HARRIET BART: RECKONING




On View: October 8 - December 3, 2022 

Weekdays: 10:00am - 4:00pm or by appointment

photo by Victor Bloomfield

ST. PAUL, MN—NewStudio Gallery, in St. Paul’s Creative Enterprise Zone, proudly welcomes Minneapolis-based international artist Harriet Bart and her installation, Reckoning. The exhibition opens Saturday, October 8, with a free public reception from 5:00 to 8:00 p.m. Gallery hours are 10:00 a.m. to 4:00 p.m. Monday-Friday. The exhibition closes Saturday, December 3. 

Among art collectors and museum curators, Bart needs little introduction. Her work is included in many museum, university, and private collections. She has experimented with genre and materials, and collaborated with artists and writers for more than four decades, creating exquisitely executed work of refinement and detail, symbol and materiality. 

Bart creates evocative content through the narrative power of objects, the theater of installation, and the intimacy of artist’s books. At the core of her work is a deep and abiding interest in the personal and cultural expression of memory. Using bronze, stone, and gold leaf; wood and paper; books and words; and quotidian found objects, Bart signifies a site, marks an event, and draws attention to imprints of the past as they live in the present. Despite the variety of material and subjects, Bart maintains a consistent aesthetic and set of themes that enrich each object and tableau. 

For Reckoning, Bart created a tableau that evokes memory, archetype, and symbol. “I was captivated by NewStudio Gallery’s space, low ceilings, and sense of compression,” Bart says. The installation includes a table setting that “reflects on the past, what we’ve had, and what we might lose,” she explains. In front of the table is an array of harrow disks, each of which holds an element of significance: an animal bone resembling a mask, a stone similar to an axe handle, a model of barn Bart constructed, a burl from a tree, a bronze-casting of a soapstone owl. Above every disk hangs a plumb bob. Under Bart’s gaze and through her aesthetic, every object in the installation has undergone transformation. Other works, some available for purchase, are also included in the exhibition. 

“We live in a broken world,” Bart says. “Reckoning is a cautionary tale. The narratives I create are told through objects and images. Some of the objects in Reckoning are relics of the past; others, artifacts of the present. Objects in this installation also are from the natural world, collected cultural commodities, or created or altered in the studio.” 

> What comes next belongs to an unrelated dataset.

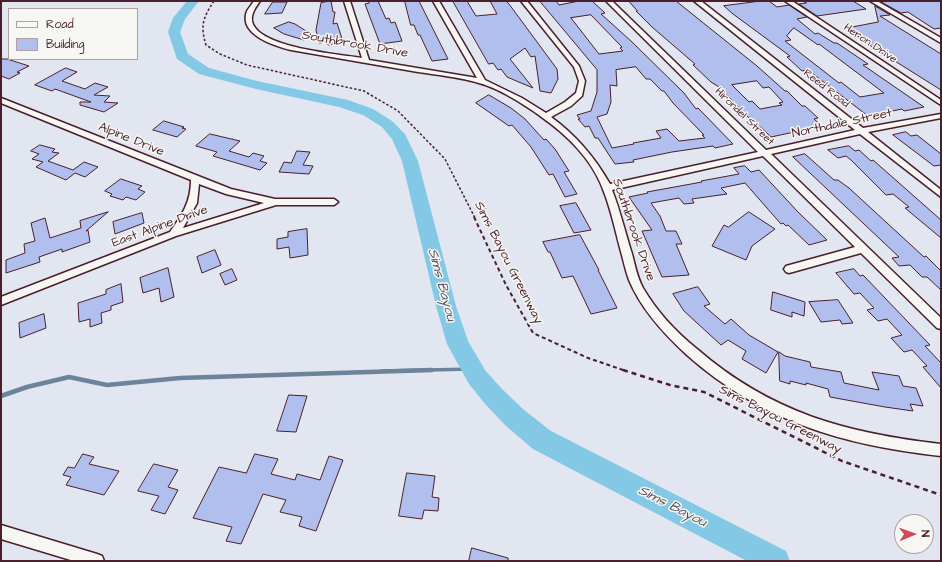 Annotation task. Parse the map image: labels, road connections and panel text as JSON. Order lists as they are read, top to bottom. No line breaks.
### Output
{"streets":{"street":["Heron Drive","Southbrook Drive","Reed Road","Hirondel Street","Northdale Street","Alpine Drive","East Alpine Drive"],"path":["Sims Bayou Greenway"]},"crossings":[["Southbrook Drive","Northdale Street"],["Reed Road","Northdale Street"],["Hirondel Street","Northdale Street"],["Alpine Drive","East Alpine Drive"]],"water":["Sims Bayou"],"legend":["Road","Building"],"north":"right"}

photo by Victor Bloomfield

Beginning as a textile artist, Bart was a cofounding member of WARM (the Women’s Art Registry of Minnesota, one of the first feminist art collectives in the United States) and of Traffic Zone Center for Visual Art in Minneapolis, where she has her studio. 

During her career, Bart has commemorated the lives of the forgotten from the victims of the Triangle Shirtwaist Factory fire in 1911 in New York City to American troops killed in Afghanistan. She has drawn inspiration from wide-ranging sources, from medieval incantations to objects found on her global travels. She has sought imaginative ways to represent the self, from categorizing the arc of a woman’s life in five sculptural garments to presenting her autobiography in 70 test tubes, one for each year of her life. Across her practice, Bart has called on her Jewish cultural heritage, collective memory, and her own personal experience to produce an intensely creative and innovative body of work.

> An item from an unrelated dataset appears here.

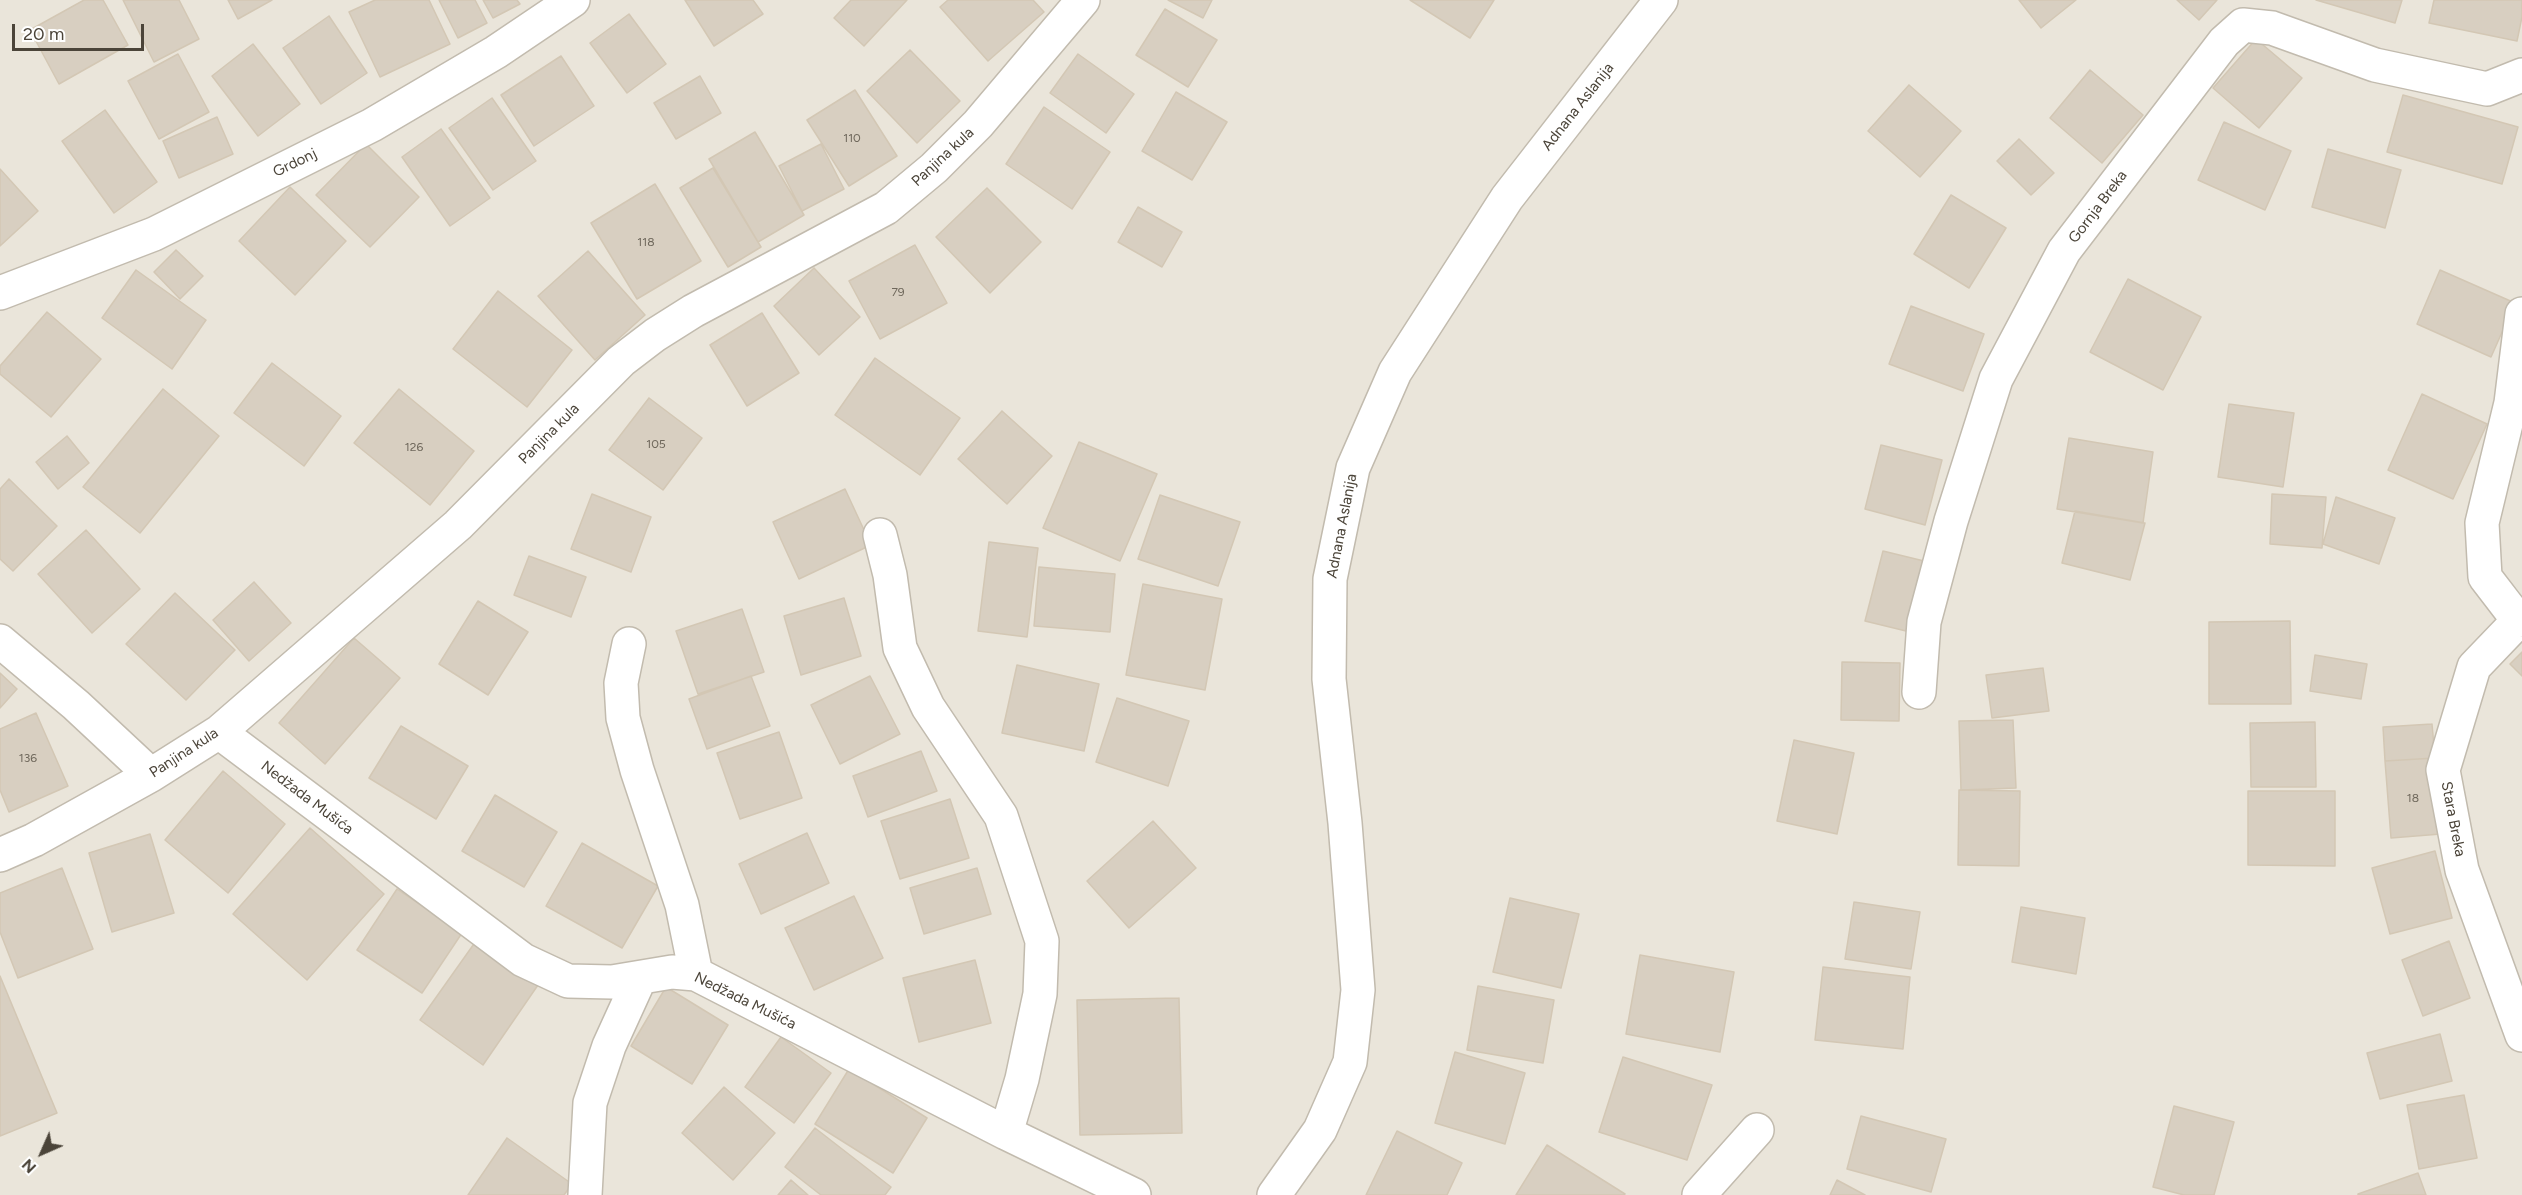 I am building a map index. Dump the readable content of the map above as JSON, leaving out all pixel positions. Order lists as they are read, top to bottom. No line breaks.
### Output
{"streets":{"street":["Adnana Aslanija","Panjina kula","Grdonj","Gornja Breka","Nedžada Mušića","Stara Breka"]},"crossings":[["Panjina kula","Nedžada Mušića"]],"house_numbers":["110","118","79","105","126","136","18"],"scale_bar":"20 m","north":"bottom left"}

photo by Victor Bloomfield

 Bart’s work has been exhibited throughout the United States and Germany, and she has completed more than a dozen public art commissions in the United States, Japan, and Israel. She has received fellowships from the Bush Foundation, McKnight Foundation, MacDowell Colony, Virginia Center for Creative Arts, Yaddo, NEA Arts Midwest, and the Minnesota State Arts Board. Since 2000, she has published more than a dozen artist books and numerous mixed-media bookworks. She has won three Minnesota Book Awards, most recently in 2015 for Ghost Maps.

Exhibition events are free and open to the public. Several artworks from Harriet Bart: Reckoning are available for purchase from NewStudio Gallery.